“We are still looking for the right technology to understand bird collision risk,” says Jesper Kyed Larsen, bioscience expert at Vattenfall.

In spring and autumn, millions of birds migrate over the North Sea and come close to wind farms. When a large number of birds is expected to pass, the so-called start–stop procedure is activated (see box below), which means that Vattenfall has to shut down the wind turbines for a few hours and no power can be generated. “We want to avoid that, as far as possible,” Larsen said. “If the turbines are shut down, other assets, such as gas-fired plants, have to top up to compensate for the fall in supply. The start–stop procedure is therefore announced two days in advance to organise this. The question is whether the turbines will stop at the right time, simply because it is hard to predict so long in advance exactly what route the birds will choose and how fast they will pass the area containing the wind farm.”

Collecting evidence

Together with Wageningen Environmental Research, part of Wageningen University, and Wildlife Imaging Systems, a US technology solution provider, Vattenfall is to trial a thermal-camera-based system for collecting evidence of birds colliding with offshore wind turbines at its Hollandse Kust Zuid wind farm. “This is trickier at sea than on land, where you can walk around and see what has fallen to the ground. When a bird hits a wind turbine at sea, it falls into the water and floats away. By placing 16 thermal imaging cameras on one of the turbines, we can monitor the conditions under which a collision might occur. The cameras run 24 hours a day and look out horizontally 360 degrees below the rotor to see if anything falls. The videos are analysed using artificial intelligence.”

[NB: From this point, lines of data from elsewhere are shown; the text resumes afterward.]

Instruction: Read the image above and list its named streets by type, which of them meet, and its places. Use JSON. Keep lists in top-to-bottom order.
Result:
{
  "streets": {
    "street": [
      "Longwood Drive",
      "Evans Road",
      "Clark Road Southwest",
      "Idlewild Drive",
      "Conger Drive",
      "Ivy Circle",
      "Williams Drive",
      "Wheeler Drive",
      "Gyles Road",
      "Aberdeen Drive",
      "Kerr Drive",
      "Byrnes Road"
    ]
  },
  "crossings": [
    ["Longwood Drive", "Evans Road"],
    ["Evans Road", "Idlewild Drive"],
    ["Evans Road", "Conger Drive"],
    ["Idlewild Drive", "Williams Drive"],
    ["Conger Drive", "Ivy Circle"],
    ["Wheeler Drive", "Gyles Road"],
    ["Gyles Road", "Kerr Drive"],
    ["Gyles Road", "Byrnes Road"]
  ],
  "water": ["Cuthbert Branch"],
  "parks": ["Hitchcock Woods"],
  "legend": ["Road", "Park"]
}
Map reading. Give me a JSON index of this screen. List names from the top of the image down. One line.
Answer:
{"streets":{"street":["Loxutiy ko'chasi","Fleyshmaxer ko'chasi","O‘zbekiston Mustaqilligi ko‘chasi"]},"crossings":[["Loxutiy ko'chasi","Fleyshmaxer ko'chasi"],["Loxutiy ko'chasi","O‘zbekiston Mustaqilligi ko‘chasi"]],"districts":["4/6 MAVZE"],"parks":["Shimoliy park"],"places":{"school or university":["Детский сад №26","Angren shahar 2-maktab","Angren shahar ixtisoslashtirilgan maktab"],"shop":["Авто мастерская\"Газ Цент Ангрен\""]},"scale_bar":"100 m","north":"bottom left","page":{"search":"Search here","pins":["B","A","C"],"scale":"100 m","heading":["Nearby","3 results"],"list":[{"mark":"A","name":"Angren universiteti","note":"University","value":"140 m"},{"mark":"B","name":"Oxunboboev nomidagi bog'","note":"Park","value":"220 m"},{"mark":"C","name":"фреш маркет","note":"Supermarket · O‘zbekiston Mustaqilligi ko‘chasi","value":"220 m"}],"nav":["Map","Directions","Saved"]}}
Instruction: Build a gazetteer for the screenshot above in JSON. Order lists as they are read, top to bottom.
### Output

Vattenfall is already using cameras and artificial intelligence for monitoring of collision risk at the Aberdeen Bay offshore wind farm, Scotland. There, daylight cameras are used for recording the flight movements and behaviour of seabirds around the turbines, not collisions.

With all the available material, Larsen and the researchers can see whether patterns in bird activity and collisions can be identified and whether they can be related to certain weather conditions. Whereas most migrating birds normally fly over wind turbines, when the weather deteriorates during bird migration, they might be forced to fly lower.

While focussing on migration of small birds like songbirds and thrushes the study covers all bird activity and looks at bats as well.

Bird flights around a wind turbine captured by camera systems. The image is a summary of 5 minutes of video in a single image. The yellow parts of the image are birds recorded by the software (Source: Wildlife Imaging Systems)


The prime goal of this pilot project is to test how well the thermal cameras and supporting technology work and to get a more accurate fatality count. A next step could be to attach cameras to more wind turbines to get more certainty about the number of collisions and more representative figures. “This test is just the beginning,” Larsen said. “Once we have more data, we can share our findings with authorities and experts, who can use it to improve their start–stop models.”

Larsen is aware that results of these kinds of studies conducted by the energy sector itself are sometimes received sceptically. “I understand that very well,” he explains. “That’s why we don’t do this research alone. We have engaged Wageningen Environmental Research as an independent research party. We also plan to invite key experts from the authorities, universities and NGOs to follow the project close-up. We want everyone to be able to use the results of the research.”

The “start–stop procedure”

1.  A bird migration prediction model indicates the expected bird migration in the wind energy areas of the Dutch North Sea two days in advance in spring and autumn.

2.  When a bird density exceeds the threshold, a bird alert follows to all those directly involved.

3.  Network operator TenneT issues an advice note to the Ministry of Economic Affairs and Climate. This ministry decides whether to stop wind farms and announces this with start and end times in the government gazette. This is a formal decision.

4.  Owners of wind farms stop the farms at the specified time. That is, they are slowed down to less than 2rpm as complete shutdown is not desirable for technical reasons.

5.  The Enforcement Department of Rijkswaterstaat (RWS), an implementing organisation of the Dutch Ministry of Infrastructure and Water Management, carries out an administrative check.

6.  RWS analyses the data to see whether bird migration actually took place and to further improve the prediction model.